TARP allows the United States Department of the Treasury to purchase or insure up to $700 Billion of “troubled assets”, defined as “(A) residential or commercial mortgages and any securities, obligations, or other instruments that are based on or related to such mortgages, that in each case was originated or issued on or before March 14, 2008, the purchase of which the Secretary determines promotes financial market stability; and (B) any other financial instrument that the Secretary, after consultation with the Chairman of the Board of Governors of the Federal Reserve System, determines the purchase of which is necessary to promote financial market stability, but only upon transmittal of such determination, in writing, to the appropriate committees of Congress.”

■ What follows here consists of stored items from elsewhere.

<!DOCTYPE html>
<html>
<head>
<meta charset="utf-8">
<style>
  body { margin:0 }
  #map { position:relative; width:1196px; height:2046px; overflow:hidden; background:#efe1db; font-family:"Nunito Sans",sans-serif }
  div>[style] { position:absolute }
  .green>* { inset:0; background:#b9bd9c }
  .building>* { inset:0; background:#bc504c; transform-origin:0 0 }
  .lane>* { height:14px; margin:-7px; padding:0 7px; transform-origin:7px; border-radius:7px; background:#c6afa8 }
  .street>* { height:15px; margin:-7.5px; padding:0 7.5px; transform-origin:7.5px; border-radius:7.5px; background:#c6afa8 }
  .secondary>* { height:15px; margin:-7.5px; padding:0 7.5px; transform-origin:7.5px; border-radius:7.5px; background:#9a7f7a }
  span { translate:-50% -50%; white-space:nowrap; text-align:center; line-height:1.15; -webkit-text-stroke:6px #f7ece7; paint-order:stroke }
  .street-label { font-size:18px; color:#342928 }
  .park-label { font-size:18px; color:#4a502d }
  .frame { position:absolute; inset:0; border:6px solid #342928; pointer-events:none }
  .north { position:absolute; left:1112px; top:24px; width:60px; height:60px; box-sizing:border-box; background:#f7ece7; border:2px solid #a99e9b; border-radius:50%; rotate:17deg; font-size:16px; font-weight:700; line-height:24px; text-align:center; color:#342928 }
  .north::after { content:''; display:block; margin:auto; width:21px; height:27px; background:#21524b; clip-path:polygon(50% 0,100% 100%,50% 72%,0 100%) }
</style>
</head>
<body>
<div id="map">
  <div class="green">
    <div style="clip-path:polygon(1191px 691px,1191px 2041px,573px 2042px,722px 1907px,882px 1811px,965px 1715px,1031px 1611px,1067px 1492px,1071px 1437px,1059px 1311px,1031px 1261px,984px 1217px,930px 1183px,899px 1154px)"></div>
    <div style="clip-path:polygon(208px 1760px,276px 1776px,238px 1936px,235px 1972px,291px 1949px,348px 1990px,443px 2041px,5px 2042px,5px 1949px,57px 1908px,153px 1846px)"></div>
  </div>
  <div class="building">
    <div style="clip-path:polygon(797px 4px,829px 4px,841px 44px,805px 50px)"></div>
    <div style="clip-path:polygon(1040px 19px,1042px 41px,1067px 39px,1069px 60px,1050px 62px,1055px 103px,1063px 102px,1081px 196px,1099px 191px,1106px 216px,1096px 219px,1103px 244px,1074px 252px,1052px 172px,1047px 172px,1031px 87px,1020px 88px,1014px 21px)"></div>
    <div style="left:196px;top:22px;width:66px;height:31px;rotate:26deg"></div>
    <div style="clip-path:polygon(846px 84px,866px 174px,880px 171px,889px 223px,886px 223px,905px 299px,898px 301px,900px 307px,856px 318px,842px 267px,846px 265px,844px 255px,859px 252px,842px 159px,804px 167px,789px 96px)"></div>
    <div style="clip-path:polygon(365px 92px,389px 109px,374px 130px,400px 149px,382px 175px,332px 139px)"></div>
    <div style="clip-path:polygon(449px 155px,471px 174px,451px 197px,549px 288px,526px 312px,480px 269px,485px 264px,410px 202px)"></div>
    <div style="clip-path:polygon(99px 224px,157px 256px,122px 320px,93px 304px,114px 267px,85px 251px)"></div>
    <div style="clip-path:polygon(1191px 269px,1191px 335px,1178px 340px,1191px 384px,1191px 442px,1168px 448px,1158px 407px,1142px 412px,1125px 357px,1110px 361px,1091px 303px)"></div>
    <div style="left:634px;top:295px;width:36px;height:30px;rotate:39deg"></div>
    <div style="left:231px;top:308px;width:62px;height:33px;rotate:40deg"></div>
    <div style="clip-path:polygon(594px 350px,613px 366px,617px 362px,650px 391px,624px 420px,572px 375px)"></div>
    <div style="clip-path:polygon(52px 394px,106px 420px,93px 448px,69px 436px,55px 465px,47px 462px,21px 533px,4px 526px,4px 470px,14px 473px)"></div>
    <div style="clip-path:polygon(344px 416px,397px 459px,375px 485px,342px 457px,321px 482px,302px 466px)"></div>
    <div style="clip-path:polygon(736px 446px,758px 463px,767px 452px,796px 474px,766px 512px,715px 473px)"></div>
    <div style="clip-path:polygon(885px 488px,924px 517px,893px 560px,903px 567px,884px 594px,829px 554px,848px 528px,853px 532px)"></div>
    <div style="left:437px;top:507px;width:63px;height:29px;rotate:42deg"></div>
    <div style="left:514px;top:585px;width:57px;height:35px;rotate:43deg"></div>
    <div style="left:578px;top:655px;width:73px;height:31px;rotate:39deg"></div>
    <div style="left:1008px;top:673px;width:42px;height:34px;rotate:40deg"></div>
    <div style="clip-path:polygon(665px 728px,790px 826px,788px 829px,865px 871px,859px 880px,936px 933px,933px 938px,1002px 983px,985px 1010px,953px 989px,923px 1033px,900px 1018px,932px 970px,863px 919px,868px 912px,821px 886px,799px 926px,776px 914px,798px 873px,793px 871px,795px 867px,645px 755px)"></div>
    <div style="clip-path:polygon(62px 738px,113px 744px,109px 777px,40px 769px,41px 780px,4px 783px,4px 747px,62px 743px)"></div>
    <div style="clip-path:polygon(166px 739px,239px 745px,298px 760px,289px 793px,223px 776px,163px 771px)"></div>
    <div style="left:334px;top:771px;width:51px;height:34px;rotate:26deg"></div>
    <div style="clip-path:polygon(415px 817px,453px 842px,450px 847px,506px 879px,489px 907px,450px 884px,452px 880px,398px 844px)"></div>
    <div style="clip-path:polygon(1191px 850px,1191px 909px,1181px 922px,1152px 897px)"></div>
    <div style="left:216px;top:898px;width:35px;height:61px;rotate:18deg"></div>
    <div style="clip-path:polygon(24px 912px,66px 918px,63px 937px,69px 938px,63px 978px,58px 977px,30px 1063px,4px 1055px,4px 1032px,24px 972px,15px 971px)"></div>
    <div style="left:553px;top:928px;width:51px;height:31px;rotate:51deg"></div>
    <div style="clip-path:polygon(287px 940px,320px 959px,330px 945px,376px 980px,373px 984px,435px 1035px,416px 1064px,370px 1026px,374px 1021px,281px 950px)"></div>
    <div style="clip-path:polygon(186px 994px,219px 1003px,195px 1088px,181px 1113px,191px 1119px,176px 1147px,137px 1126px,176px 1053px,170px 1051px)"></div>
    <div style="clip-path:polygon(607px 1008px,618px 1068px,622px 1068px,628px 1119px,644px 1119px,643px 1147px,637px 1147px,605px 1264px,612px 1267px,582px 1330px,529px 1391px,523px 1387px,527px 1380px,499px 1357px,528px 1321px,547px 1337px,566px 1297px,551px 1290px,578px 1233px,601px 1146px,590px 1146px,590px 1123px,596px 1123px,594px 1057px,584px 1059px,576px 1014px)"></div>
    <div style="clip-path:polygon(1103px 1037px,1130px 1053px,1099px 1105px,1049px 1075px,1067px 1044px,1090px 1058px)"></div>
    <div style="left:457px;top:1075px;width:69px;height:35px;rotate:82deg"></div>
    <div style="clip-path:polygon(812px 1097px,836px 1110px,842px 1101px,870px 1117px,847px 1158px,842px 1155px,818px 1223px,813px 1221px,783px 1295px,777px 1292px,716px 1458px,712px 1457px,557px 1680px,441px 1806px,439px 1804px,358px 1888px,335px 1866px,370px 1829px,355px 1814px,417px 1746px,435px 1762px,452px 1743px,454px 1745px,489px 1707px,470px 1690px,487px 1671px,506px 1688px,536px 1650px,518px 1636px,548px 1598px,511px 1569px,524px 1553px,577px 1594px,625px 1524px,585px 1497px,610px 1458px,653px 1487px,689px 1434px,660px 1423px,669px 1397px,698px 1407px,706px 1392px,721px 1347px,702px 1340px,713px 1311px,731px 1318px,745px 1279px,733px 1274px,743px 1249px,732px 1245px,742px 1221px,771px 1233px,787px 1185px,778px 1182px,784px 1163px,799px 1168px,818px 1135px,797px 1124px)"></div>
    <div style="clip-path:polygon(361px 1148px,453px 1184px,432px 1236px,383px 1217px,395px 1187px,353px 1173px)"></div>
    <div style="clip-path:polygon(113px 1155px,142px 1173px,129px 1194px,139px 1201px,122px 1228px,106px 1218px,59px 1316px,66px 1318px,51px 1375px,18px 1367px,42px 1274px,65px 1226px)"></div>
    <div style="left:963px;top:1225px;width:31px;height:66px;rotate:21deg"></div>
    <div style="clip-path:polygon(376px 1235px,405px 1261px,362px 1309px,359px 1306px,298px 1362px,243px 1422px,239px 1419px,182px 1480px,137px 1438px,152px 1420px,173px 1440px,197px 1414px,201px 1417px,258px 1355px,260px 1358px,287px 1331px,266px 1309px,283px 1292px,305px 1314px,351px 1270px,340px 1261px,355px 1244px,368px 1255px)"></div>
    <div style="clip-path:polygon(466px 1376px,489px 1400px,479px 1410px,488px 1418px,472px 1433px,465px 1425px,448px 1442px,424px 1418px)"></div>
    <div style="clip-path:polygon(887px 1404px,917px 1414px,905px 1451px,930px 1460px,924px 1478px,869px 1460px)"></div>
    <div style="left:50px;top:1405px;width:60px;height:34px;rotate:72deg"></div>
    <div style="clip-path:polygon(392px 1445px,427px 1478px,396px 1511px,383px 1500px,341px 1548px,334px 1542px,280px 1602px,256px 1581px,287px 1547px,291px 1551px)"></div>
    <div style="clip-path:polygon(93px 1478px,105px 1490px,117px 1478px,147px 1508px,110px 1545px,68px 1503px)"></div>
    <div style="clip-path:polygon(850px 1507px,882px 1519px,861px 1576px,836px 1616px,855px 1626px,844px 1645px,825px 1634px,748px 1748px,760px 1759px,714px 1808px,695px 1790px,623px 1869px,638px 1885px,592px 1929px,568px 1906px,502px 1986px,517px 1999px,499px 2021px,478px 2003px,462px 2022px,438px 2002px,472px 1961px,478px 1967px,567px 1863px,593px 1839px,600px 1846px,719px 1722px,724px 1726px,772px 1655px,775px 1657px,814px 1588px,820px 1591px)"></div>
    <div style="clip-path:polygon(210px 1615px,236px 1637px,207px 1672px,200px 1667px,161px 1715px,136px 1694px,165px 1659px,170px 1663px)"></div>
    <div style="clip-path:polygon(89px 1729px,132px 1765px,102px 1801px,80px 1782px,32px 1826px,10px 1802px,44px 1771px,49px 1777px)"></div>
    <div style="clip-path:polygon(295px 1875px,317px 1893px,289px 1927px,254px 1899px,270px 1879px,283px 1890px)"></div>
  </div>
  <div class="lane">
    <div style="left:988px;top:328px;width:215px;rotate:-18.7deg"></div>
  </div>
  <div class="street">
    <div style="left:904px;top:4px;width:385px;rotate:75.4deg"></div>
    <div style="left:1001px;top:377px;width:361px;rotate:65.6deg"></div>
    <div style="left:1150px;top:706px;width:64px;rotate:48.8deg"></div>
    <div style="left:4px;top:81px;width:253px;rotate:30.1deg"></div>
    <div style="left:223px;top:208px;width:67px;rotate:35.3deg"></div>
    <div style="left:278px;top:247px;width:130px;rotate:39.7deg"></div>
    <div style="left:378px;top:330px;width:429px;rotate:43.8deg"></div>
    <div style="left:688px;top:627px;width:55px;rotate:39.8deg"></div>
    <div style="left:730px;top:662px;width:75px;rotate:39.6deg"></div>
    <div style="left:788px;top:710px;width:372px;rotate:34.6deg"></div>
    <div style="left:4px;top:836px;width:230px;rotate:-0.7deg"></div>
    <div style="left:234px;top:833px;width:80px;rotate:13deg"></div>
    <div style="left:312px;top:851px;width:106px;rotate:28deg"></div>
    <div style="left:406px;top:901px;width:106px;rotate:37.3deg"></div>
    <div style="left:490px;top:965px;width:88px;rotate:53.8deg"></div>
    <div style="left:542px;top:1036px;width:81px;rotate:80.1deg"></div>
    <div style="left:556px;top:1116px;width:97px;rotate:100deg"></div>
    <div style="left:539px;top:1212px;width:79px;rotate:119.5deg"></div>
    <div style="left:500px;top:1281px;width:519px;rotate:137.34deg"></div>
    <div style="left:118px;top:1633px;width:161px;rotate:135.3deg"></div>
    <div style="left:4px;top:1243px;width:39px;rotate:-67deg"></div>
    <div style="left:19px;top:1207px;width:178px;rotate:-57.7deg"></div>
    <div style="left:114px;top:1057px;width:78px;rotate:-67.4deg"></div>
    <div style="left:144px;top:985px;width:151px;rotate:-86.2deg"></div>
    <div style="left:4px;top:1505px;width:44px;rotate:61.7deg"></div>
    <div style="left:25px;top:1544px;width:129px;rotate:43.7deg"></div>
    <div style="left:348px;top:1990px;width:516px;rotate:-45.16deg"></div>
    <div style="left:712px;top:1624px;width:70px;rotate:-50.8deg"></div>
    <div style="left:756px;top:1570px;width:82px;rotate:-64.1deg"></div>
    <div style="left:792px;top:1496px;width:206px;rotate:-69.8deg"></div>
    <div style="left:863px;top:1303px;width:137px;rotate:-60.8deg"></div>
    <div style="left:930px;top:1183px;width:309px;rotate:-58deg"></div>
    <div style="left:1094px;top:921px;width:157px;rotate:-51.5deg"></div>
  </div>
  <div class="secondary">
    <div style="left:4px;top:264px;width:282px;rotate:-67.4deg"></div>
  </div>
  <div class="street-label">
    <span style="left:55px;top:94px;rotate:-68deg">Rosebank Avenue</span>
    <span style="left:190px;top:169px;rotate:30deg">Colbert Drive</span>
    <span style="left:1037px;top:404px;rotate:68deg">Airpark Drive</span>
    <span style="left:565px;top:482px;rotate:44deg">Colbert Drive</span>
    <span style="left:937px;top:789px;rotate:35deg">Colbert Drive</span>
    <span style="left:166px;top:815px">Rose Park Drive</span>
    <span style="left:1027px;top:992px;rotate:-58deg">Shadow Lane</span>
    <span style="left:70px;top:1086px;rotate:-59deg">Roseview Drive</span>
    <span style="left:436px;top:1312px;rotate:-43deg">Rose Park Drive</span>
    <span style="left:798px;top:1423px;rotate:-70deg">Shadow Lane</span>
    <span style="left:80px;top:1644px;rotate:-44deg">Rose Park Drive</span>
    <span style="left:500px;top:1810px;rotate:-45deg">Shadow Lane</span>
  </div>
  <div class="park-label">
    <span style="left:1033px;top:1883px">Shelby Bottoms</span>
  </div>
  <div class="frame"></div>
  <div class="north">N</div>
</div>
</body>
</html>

In short, this allows the Treasury to purchase illiquid, difficult-to-value assets from banks and other financial institutions. The targeted assets can be collateralized debt obligations, which were sold in a booming market until 2007 when they were hit by widespread foreclosures on the underlying loans. TARP is intended to improve the liquidity of these assets by purchasing them using secondary market mechanisms, thus allowing participating institutions to stabilize their balance sheets and avoid further losses.

TARP does not allow banks to recoup losses already incurred on troubled assets, but officials expect that once trading of these assets resumes, their prices will stabilize and ultimately increase in value, resulting in gains to both participating banks and the Treasury itself. The concept of future gains from troubled assets comes from the hypothesis in the financial industry that these assets are oversold, as only a small percentage of all mortgages are in default, while the relative fall in prices represents losses from a much higher default rate.

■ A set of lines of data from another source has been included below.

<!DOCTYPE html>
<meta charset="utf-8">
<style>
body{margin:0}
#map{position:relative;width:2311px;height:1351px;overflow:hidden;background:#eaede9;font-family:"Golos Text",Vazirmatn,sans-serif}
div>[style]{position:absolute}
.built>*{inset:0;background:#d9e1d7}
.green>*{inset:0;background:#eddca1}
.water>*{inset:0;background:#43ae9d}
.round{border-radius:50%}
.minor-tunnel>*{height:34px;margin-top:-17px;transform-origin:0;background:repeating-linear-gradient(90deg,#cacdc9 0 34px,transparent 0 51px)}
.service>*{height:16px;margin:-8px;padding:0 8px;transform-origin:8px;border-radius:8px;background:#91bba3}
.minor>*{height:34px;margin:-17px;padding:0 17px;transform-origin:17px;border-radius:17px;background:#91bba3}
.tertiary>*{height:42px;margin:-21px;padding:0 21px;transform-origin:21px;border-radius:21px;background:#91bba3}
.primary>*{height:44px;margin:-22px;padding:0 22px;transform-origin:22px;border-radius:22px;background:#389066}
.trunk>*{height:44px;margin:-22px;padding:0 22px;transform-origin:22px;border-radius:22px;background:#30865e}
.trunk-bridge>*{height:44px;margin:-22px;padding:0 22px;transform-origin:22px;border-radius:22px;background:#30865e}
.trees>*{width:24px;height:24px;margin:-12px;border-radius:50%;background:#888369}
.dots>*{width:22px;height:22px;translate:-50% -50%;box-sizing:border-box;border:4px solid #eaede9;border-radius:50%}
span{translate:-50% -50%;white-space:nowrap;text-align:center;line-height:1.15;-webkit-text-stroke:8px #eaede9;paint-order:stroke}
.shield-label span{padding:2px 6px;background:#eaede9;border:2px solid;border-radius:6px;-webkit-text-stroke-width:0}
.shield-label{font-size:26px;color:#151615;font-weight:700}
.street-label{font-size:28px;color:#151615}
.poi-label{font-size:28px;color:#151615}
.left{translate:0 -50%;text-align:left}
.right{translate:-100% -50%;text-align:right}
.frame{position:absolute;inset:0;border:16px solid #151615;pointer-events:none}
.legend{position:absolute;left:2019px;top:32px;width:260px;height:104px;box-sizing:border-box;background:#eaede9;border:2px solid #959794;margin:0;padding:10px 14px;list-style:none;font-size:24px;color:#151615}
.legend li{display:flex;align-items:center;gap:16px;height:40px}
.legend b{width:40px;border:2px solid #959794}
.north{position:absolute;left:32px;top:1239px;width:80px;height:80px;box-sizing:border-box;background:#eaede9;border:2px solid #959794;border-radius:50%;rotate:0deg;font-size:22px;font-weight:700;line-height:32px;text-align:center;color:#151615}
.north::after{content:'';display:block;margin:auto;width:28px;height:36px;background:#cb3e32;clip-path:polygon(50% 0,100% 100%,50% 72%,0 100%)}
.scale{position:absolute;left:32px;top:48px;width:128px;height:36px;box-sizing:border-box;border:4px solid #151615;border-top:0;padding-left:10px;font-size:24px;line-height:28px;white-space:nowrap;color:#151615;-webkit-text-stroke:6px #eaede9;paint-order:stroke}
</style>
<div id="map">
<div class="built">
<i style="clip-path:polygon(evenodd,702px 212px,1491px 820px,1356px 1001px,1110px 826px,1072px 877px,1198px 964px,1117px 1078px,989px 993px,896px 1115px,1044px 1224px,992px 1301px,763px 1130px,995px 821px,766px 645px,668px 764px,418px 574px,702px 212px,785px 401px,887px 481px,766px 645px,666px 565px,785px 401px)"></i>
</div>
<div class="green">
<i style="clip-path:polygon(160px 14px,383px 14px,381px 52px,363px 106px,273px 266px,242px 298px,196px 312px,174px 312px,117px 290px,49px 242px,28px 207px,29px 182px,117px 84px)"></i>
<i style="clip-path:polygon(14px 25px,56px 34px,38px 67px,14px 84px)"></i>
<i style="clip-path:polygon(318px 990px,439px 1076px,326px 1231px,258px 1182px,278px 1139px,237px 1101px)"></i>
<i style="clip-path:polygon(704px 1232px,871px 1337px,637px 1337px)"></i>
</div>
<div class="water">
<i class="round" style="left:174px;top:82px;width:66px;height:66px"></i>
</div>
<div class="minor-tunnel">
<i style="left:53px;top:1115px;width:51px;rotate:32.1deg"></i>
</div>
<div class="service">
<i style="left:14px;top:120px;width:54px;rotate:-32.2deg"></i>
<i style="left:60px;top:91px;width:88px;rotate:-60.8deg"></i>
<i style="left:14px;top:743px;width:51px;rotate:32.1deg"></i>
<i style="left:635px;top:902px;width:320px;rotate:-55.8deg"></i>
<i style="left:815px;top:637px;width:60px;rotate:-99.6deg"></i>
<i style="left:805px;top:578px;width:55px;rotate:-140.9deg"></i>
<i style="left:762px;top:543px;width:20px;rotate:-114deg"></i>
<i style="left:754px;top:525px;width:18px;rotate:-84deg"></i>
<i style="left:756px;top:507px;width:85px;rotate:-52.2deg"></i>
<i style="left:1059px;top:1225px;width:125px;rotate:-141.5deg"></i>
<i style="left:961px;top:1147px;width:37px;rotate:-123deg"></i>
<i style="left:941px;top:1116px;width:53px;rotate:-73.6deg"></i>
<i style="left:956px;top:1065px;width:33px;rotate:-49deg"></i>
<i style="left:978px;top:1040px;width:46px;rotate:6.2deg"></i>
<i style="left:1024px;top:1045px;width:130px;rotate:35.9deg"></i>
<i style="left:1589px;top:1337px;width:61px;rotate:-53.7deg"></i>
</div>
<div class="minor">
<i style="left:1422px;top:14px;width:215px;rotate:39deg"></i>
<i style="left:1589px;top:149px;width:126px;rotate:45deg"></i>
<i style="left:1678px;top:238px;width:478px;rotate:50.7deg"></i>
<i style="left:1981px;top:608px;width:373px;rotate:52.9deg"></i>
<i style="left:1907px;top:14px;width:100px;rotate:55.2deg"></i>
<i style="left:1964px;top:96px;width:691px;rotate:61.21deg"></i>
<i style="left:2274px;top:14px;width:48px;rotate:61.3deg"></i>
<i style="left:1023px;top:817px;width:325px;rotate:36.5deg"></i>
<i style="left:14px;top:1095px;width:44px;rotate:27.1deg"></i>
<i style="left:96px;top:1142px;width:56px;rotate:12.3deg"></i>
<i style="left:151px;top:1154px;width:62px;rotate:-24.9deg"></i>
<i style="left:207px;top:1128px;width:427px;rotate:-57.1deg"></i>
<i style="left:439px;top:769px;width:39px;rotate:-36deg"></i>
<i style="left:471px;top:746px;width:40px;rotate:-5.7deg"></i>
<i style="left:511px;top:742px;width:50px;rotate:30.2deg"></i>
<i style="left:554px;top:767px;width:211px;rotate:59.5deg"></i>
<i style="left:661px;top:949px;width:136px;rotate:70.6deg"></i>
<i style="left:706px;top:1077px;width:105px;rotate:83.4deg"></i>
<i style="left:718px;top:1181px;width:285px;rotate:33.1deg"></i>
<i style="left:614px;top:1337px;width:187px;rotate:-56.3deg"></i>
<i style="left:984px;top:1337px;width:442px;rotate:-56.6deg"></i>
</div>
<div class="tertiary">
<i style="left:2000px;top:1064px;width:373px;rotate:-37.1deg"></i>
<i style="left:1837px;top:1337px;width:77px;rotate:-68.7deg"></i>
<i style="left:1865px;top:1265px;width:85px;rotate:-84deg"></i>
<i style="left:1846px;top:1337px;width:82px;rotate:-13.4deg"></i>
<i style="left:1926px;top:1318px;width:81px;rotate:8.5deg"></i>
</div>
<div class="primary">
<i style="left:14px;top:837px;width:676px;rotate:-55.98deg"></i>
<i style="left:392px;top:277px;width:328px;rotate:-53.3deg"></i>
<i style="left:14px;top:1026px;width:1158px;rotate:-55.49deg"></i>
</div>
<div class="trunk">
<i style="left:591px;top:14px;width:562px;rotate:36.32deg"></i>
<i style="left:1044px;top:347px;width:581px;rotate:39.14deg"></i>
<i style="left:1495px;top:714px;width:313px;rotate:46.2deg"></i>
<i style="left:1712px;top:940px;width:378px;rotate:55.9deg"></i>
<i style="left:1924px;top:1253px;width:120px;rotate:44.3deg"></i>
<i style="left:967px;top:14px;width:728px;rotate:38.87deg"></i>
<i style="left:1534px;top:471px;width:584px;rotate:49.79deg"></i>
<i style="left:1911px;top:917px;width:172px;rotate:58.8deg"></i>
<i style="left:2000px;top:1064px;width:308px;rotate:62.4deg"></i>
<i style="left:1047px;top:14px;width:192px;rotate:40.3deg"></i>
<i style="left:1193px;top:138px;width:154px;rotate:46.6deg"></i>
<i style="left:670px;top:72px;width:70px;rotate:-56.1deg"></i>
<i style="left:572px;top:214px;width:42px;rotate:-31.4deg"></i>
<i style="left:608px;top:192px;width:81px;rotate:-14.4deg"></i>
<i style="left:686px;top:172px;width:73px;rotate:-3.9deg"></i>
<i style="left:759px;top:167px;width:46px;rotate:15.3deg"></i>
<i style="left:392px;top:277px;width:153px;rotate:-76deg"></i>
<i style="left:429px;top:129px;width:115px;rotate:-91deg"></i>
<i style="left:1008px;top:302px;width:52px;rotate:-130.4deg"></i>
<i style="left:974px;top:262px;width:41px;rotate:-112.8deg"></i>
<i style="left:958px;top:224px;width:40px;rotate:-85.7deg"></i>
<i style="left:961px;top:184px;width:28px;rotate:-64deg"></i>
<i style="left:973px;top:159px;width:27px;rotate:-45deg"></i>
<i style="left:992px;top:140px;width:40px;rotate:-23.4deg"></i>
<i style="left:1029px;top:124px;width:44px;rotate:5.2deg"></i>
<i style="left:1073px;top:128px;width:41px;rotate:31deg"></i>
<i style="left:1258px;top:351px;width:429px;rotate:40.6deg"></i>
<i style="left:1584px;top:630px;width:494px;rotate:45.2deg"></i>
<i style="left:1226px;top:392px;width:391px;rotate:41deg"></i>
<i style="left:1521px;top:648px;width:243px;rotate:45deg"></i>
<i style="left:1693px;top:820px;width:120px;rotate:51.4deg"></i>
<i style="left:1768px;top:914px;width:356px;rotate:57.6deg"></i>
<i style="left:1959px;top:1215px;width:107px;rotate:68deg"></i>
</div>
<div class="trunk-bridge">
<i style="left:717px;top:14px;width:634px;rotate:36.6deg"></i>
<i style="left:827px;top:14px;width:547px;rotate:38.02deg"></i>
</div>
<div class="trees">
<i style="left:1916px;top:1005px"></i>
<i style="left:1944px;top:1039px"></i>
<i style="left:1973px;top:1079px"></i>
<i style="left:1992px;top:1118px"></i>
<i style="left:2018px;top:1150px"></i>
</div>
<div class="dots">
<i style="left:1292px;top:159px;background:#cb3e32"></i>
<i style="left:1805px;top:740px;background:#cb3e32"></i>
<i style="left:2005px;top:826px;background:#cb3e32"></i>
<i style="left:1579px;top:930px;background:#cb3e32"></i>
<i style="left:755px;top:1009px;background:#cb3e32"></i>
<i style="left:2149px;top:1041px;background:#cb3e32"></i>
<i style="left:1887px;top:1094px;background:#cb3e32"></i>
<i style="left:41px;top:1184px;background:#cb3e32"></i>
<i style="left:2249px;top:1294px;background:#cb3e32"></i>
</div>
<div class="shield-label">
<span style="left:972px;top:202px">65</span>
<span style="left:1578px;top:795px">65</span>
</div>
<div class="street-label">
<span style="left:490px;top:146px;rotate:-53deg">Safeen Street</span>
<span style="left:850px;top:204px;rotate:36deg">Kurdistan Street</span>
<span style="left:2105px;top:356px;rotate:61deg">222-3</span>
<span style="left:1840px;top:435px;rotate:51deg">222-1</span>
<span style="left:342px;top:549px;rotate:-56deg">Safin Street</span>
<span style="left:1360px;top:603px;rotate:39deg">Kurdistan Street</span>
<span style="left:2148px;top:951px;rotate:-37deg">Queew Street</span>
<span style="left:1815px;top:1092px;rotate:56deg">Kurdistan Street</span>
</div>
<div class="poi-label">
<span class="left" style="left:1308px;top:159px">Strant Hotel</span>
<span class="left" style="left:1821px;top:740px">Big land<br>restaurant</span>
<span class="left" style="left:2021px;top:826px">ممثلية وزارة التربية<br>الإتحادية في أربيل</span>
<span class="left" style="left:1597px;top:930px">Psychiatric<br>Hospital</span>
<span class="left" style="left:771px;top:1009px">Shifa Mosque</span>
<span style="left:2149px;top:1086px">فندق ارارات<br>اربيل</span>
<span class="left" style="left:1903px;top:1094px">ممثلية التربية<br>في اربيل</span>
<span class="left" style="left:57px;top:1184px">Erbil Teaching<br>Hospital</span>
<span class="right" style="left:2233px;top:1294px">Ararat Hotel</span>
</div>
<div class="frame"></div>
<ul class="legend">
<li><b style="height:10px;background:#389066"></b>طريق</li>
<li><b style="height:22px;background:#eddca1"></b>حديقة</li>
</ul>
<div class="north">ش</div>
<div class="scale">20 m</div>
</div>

TARP MONEY…WHERE ART THOU?

With the passage of time, and world events, this has been relegated to the back of our conscious mind. Who has paid the government back? Where did this money go? Is it to protect companies?

The New York Times chronicled what banks received the TARP funds, and who has paid it back. Let me know if your blood pressure goes up after reading this list. Oh…look at the automobile companies, and the specialty lenders. Let’s not forget AIG who is partially owned by Goldman Sachs.

THE American taxpayer will lose a rare straight shooter when Neil M. Barofsky, the special inspector general for the Troubled Asset Relief Program, leaves his post on March 30.

Neil Barofsky

Neil’s straightforward style has put him at odds with Timothy Geithner head of the Treasury, who continues to protect his cronies. Remember Timothy was the head of the New York Federal Reserve when the financial meltdown occurred on Wall Street.

In addition to his candor, Mr. Barofsky delivered a solid prosecutorial record. Since it was created in the fall of 2008, his office has won criminal convictions of 18 people, helped keep $555 million in taxpayer funds from being lost to fraud and provided the Treasury with 68 recommendations to protect taxpayers from losses in its programs. The office — known as Sigtarp, for special inspector general for the TARP program — continues to work on 153 civil and criminal investigations, including 74 involving executives and senior officers at financial institutions who received or applied for TARP money.

LAST week, Mr. Barofsky testified before the Senate for the last time as special inspector general. His comments were, typically, and refreshingly, straightforward.

“For all its help in rescuing the financial system from the brink of collapse, TARP may have left a truly frightening legacy,” he said. “It has increased the potential need for future government bailouts by encouraging the too-big-to-fail financial institutions to become even bigger and more interconnected than before, therefore increasing their ultimate danger to the financial system, while at the same time, Treasury’s mismanagement of TARP and the resulting deep unpopularity of the program have decreased the government’s ability to actually accomplish such bailouts in the future, even if necessary.”

I’m waiting for the next shoe to drop…maybe it will be sooner rather than later.